REQUIREMENT — Copy each line below in which the string "scale" appears.

──────

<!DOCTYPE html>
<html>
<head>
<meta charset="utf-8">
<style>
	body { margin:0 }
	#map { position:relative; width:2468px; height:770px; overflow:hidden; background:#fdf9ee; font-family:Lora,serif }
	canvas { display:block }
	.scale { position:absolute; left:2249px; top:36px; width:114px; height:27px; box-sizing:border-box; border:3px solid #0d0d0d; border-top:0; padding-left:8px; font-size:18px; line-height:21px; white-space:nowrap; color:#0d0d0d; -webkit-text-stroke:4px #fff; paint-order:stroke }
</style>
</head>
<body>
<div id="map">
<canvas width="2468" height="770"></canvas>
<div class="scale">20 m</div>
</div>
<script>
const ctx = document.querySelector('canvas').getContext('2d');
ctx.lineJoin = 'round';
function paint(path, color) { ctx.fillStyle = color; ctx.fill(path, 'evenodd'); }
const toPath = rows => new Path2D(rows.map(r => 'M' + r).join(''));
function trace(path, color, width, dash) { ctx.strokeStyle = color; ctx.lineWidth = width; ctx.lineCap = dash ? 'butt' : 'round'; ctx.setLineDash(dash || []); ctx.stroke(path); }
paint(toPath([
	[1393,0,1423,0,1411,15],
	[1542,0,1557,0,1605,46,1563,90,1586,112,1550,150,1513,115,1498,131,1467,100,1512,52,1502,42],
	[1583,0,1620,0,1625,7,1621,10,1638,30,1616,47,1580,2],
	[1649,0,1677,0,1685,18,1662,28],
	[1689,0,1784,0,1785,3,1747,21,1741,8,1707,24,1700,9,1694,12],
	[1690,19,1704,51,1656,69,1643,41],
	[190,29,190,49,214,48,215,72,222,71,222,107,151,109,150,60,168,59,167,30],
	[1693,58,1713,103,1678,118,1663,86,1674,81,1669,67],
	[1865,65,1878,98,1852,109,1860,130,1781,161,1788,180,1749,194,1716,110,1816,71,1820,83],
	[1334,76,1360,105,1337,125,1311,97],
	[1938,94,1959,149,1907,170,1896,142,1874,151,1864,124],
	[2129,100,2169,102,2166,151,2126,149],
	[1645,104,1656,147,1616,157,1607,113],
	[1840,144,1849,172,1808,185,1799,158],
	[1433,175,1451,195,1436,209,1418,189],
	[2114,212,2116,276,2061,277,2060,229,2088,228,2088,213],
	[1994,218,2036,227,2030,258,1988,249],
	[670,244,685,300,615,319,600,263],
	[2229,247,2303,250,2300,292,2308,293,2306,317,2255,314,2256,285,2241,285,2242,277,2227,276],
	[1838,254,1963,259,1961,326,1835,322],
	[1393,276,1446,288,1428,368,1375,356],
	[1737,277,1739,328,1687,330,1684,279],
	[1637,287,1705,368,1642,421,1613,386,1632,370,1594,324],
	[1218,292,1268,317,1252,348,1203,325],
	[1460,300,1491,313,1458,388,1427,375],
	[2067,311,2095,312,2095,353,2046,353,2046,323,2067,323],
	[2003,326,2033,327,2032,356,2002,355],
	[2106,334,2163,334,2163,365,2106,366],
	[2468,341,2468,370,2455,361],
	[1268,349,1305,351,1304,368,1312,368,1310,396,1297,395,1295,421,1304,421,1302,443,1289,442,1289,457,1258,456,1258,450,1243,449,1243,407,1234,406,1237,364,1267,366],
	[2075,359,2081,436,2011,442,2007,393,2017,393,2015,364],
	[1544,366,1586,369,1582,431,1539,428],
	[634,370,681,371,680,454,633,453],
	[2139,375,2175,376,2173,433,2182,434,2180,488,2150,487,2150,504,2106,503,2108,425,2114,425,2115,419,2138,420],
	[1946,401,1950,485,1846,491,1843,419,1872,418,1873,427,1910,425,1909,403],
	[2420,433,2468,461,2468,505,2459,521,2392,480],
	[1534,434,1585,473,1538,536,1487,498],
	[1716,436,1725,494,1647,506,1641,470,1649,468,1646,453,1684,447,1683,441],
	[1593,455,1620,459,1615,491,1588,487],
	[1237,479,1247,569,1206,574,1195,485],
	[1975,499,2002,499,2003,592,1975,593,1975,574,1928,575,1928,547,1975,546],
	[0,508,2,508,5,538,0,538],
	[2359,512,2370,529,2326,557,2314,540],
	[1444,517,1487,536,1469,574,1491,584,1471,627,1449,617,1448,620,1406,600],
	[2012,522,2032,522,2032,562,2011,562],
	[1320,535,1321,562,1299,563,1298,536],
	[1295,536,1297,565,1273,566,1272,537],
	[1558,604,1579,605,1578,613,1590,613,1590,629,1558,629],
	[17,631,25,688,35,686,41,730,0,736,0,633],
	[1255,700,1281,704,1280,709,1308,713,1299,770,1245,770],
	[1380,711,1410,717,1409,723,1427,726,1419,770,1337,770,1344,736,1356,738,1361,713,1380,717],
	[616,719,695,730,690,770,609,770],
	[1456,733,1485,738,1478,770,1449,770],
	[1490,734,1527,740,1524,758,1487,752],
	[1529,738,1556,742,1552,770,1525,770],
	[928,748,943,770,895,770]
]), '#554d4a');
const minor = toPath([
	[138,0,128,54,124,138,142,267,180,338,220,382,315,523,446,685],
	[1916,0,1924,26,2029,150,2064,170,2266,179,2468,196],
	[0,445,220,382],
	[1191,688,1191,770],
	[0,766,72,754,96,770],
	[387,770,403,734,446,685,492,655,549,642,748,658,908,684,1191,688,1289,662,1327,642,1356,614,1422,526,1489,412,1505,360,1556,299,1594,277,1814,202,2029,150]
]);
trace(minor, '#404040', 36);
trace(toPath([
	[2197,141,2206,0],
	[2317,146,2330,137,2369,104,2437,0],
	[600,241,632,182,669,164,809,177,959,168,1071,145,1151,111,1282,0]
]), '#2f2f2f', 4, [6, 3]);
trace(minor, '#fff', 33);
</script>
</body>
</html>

──────

TASK SOLUTION —
	.scale { position:absolute; left:2249px; top:36px; width:114px; height:27px; box-sizing:border-box; border:3px solid #0d0d0d; border-top:0; padding-left:8px; font-size:18px; line-height:21px; white-space:nowrap; color:#0d0d0d; -webkit-text-stroke:4px #fff; paint-order:stroke }
<div class="scale">20 m</div>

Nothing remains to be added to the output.